Nearly $8,000 in city payments and waived fees to sponsor a reading of the Mueller Report at the City Council Chambers in August?
That’s money that could help provide housing for a couple of months for Dan B., the erudite gay school teacher who lost his job and had been sleeping at night in a local post office, or for Krissy, the homeless local massage parlor worker who spends her nights sleeping in a parking garage. It might cover the costs of a series of Eastside community meetings over the next few months where City Council members could meet with the residents they are supposed to represent and hear their concerns about drug use and drug dealing in Plummer Park.
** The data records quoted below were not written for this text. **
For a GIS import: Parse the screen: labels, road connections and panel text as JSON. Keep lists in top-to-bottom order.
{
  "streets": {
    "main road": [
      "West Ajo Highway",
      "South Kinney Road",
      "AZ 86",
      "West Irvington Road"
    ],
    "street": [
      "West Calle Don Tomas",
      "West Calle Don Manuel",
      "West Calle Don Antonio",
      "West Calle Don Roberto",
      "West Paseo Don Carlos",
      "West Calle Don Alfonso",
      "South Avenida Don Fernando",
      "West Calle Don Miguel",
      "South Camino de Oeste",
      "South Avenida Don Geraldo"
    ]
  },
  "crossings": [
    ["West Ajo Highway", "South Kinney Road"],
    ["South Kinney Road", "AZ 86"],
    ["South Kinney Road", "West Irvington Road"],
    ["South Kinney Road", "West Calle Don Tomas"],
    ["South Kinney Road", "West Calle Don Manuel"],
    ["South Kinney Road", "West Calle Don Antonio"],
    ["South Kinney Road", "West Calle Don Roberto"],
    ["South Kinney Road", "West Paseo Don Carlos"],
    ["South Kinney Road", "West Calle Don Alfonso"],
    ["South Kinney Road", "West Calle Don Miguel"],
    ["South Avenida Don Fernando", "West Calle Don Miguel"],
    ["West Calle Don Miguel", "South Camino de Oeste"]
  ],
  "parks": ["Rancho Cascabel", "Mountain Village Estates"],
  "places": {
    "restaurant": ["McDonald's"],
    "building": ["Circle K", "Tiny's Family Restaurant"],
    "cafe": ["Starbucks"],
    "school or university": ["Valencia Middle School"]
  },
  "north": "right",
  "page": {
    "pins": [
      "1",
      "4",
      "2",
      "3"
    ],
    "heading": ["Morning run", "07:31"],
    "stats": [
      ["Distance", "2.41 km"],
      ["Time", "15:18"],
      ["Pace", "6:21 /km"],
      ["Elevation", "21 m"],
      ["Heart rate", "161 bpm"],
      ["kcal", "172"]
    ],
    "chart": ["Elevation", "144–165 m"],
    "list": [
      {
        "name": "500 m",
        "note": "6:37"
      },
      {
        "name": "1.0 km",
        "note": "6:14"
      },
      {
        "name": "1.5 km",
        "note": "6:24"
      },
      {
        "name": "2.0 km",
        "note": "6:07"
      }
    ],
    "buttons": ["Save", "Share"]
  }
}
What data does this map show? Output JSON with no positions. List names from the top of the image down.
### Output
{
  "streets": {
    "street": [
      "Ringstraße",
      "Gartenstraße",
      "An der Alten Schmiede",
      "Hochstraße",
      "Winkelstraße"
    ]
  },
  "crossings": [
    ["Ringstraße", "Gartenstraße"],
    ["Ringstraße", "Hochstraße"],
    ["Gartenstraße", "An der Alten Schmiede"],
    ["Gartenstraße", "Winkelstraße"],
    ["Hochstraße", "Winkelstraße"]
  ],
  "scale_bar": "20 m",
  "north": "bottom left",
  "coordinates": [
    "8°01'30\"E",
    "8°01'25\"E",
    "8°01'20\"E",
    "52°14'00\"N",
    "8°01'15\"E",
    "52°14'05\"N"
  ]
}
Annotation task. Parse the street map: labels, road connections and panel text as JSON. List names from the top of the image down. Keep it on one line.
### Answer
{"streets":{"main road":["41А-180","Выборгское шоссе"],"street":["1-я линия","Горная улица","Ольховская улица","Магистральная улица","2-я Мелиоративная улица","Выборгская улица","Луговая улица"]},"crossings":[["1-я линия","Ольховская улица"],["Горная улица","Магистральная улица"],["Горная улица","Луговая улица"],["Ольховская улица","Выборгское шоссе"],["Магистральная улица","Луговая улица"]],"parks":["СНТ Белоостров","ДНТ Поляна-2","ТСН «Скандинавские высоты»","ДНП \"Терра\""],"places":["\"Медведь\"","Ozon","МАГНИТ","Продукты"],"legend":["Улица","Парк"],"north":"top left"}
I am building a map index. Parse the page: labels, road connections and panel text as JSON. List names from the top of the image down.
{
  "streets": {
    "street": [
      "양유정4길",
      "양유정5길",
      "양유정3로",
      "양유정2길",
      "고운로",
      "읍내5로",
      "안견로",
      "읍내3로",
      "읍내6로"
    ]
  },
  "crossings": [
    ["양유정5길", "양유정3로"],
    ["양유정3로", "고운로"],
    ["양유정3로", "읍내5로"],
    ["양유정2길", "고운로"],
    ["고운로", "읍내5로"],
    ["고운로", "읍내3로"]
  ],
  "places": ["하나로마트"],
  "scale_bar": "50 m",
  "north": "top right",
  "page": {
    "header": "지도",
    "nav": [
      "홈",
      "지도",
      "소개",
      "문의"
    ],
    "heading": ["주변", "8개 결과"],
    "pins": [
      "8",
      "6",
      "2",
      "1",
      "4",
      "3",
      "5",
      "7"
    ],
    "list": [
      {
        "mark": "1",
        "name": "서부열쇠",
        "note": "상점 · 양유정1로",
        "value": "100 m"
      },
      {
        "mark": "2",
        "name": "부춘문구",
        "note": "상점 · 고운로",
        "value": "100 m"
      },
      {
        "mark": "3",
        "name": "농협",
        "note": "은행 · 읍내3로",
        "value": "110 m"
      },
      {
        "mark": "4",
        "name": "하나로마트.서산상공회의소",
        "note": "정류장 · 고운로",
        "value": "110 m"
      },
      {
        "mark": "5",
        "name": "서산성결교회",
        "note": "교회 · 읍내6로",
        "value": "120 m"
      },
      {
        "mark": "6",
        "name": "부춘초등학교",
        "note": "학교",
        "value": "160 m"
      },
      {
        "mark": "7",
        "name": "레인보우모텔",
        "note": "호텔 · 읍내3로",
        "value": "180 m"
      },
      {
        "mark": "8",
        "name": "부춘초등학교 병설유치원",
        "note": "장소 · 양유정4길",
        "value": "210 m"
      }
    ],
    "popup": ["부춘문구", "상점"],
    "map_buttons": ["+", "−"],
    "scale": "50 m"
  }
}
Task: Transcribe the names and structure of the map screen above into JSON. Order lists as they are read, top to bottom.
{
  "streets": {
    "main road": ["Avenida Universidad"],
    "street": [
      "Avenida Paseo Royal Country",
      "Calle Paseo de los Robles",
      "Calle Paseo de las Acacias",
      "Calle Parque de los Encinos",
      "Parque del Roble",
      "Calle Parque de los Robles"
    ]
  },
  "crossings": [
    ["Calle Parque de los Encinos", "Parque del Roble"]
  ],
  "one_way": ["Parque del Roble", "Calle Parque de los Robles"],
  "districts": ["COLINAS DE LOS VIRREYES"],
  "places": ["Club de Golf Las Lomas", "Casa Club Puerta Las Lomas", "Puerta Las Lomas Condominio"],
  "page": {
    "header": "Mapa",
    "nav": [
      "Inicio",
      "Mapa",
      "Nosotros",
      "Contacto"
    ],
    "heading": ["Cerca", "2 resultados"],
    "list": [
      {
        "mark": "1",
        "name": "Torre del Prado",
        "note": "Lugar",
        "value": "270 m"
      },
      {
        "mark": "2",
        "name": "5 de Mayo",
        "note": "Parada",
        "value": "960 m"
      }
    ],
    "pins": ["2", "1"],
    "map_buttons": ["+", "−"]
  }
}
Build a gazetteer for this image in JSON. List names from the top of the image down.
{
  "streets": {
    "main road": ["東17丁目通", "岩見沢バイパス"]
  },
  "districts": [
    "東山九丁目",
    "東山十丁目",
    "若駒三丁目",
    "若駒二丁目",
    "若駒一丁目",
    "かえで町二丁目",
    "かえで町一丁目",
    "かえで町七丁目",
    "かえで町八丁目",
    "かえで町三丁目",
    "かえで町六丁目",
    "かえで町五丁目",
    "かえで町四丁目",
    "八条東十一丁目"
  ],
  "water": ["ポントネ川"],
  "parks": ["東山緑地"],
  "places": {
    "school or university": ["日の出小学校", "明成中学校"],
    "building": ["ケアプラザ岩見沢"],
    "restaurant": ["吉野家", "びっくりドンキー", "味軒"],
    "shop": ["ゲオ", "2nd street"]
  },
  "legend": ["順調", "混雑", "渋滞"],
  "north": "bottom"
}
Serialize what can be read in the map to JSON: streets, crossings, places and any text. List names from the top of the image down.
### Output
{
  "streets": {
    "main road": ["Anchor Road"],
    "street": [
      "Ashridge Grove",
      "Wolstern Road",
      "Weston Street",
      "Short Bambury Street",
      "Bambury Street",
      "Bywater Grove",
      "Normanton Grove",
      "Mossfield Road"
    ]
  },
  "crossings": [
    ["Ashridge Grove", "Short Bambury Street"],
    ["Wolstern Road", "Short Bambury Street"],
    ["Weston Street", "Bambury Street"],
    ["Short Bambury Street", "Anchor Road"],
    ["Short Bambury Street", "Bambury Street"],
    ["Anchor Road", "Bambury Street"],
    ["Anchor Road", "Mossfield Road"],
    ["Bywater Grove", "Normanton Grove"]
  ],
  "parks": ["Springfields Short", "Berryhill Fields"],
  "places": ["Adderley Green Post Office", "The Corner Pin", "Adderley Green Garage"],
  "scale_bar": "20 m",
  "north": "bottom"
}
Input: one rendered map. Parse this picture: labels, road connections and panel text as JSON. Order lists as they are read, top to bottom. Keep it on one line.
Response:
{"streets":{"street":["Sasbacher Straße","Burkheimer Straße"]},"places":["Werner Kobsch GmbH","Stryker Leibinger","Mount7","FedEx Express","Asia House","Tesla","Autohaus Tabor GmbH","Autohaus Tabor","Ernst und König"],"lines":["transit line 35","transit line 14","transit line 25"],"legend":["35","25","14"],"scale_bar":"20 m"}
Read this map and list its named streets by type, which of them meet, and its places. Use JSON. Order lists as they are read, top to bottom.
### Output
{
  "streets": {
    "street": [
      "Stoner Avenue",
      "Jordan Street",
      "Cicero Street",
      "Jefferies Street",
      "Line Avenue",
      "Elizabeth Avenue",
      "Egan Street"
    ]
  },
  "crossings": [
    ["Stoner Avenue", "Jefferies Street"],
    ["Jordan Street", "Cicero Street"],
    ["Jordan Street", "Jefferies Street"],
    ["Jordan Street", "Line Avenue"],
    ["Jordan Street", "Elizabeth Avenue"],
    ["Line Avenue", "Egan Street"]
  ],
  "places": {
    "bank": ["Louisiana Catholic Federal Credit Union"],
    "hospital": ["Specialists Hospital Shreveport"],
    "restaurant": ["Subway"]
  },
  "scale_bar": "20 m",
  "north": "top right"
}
It probably would be enough money to hire a multi-lingual woman to step into West Hollywood’s illicit Asian massage parlors and check to see if the women working there (and maybe being forced to sleep there) are doing all right.
But spending the city’s money that way wouldn’t garner any statewide or national or international coverage for those City Council members who seem to yearn for it.
A proposal for the city to finance a reading of the Mueller Report is on the consent agenda of the City Council’s meeting on Monday, an effort to get it passed unanimously with no squabbling or public debate. The proposal is initiated by Council members Lindsey Horvath and John Heilman and the event they want the city to sponsor is organized by the Hollywood chapter of the National Organization of Women, whose board president is John Erickson. It’s not clear why a chapter of the National Organization of Women would want to organize a reading of a report that has nothing to do with women’s rights (but then, neither was it clear why Erickson, speaking for Hollywood NOW, had urged the Council to grant existing medical cannabis shops a recreational cannabis license.) What is clear is that Erickson, a young man who is Heilman’s appointee to the city’s Planning Commission and was a former deputy to City Councilmember Abbe Land and a close friend of Horvath’s, is going to be a candidate for a City Council seat in the November 2020 election.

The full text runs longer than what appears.